- Born: Eileen Mary Williamson 12 July 1922
- Died: 4 October 2015 (aged 93)
- Education: London Hospital Medical School

= Mary Catterall =

British doctor and sculptor

Mary Catterall (1922 – 2015) was a British medical doctor and sculptor.

== Early life ==
Mary Catterall was born in London to William Rowley Williamson and Anne Marguerite Wlliamson. Catterall attended St Helen's School in Middlesex. She worked as a despatch rider for the Home Guard from 1939 to 1941.

== Medical career ==
Catterall is recognised across the world for her pioneering work in neutron therapy. In 1943, she completed her initial training as a physiotherapist before deciding to re-train as a doctor. Having passed her first MB, Catterall was accepted at the London Hospital Medical School in an intake of 70 men and seven women. In 1959–1960, Catterall was a Research Fellow at the University of Leeds.

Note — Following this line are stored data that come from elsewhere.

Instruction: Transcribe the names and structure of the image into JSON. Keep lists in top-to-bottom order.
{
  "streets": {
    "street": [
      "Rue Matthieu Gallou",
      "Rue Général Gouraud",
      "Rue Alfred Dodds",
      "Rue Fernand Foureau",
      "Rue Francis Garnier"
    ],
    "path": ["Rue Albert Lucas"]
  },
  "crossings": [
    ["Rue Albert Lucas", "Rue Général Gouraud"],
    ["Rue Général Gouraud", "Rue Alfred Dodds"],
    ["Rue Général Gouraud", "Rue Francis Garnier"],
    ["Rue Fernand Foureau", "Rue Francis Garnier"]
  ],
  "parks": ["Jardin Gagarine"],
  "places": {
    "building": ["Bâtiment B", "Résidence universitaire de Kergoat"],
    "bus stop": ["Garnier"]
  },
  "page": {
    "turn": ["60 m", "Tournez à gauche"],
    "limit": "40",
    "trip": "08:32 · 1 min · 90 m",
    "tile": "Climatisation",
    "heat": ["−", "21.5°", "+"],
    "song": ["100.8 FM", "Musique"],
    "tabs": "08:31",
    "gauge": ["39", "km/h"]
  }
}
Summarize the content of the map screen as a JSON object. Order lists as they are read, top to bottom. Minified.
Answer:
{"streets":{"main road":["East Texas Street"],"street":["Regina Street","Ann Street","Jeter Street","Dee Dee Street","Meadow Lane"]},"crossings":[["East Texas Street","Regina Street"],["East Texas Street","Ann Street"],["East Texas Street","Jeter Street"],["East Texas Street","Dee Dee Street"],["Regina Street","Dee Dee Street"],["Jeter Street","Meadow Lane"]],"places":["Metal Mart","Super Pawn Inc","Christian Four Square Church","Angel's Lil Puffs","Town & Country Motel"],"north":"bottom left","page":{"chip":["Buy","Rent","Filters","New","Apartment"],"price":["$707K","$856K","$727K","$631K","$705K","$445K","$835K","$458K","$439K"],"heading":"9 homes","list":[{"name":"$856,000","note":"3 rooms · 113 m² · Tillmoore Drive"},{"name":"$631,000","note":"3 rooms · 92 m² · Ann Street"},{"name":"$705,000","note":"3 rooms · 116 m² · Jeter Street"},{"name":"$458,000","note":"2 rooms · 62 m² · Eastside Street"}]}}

In the 1960s, Catterall gained international attention for her work at Hammersmith Hospital using an early 5 MeV cyclotron for neutron therapy treatment. She worked at Hammersmith Hospital until 1987, and wrote articles for medical journals during this period. In 1978, Catterall gave a guest lecture at the Fermi National Accelerator Laboratory in Illinois. By 1982, the Cyclotron Unit at Hammersmith Hospital was at risk of closure, and Catterall was offered a job in the United States of America.

Catterall was a member of the British Institute of Radiology and the Royal College of Radiologists, and a fellow of the American College of Radiology. In 1982, Catterall was awarded an honorary degree by Durham University as part of its 150th anniversary events.

== Sculpture ==
Catterall first began to model in clay during the Second World War. She later learned from the sculptor Humphrey Paget. Around 1968–1969, Catterall created a maquette in vinyl gel plaster for a memorial to John F. Kennedy, consisting of a group of figures representing Kennedy's interests including Medicare, race issues and underdeveloped countries.

Catterall was a member of the Chelsea Art Society. In 1998, Catterall sculpted a bust of John Ruskin to be exhibited in the Summer Exhibition at Holy Trinity, Sloane Street. The National Army Museum acquired five Bosnian sculptures by Catterall in 2008.

== Collections ==
Catterall's work is held in the following permanent public collections:

| Title | Year | Medium | Gallery no. | Gallery | Location |
|---|---|---|---|---|---|
| Bust of Gen Sir Michael Rose, Commander UNPROFOR Bosnia, 1994 | 1994 | bronze resin | 2009-01-3 | National Army Museum | London |
| Colonel Sir John Hunt (1910–1998) | — | bronze resin | WINGJ:2006.1531 | The Royal Green Jackets (Rifles) Museum | Winchester, England |
| Dr Archibald E. Clark-Kennedy (1893–1985) | c.1980 | bronze resin | RLHINV/896 | The Royal London Hospital Museum | London |
| Dr Derek Vonberg (1922–2015) | 1994 | bronze resin | HH.1579 | Imperial Health Charity Art Collection | London |
| First Meeting | 1950 | bronze resin | HH.1582 | Imperial Health Charity Art Collection | London |
| 'Frenzy', 'Peacekeepers', 'Broken' (triptych) | 1994 | bronze resin | 2009-01-4 | National Army Museum | London |
| Sculpture | 1994 | bronze resin | 2009-01-5 | National Army Museum | London |
| Trinitarian Madonna | — | — | — | Holy Trinity, Sloane Street | London |

== Legacy ==
The annual Dr Mary Catterall Lecture is organised by the Cyclotron Trust for Cancer Treatment, and was first delivered in 2016.

Catterall established the charity Encouragement Through The Arts and Talking (ETAT), which "aims to relieve isolation and stimulate new ideas through participation in the arts."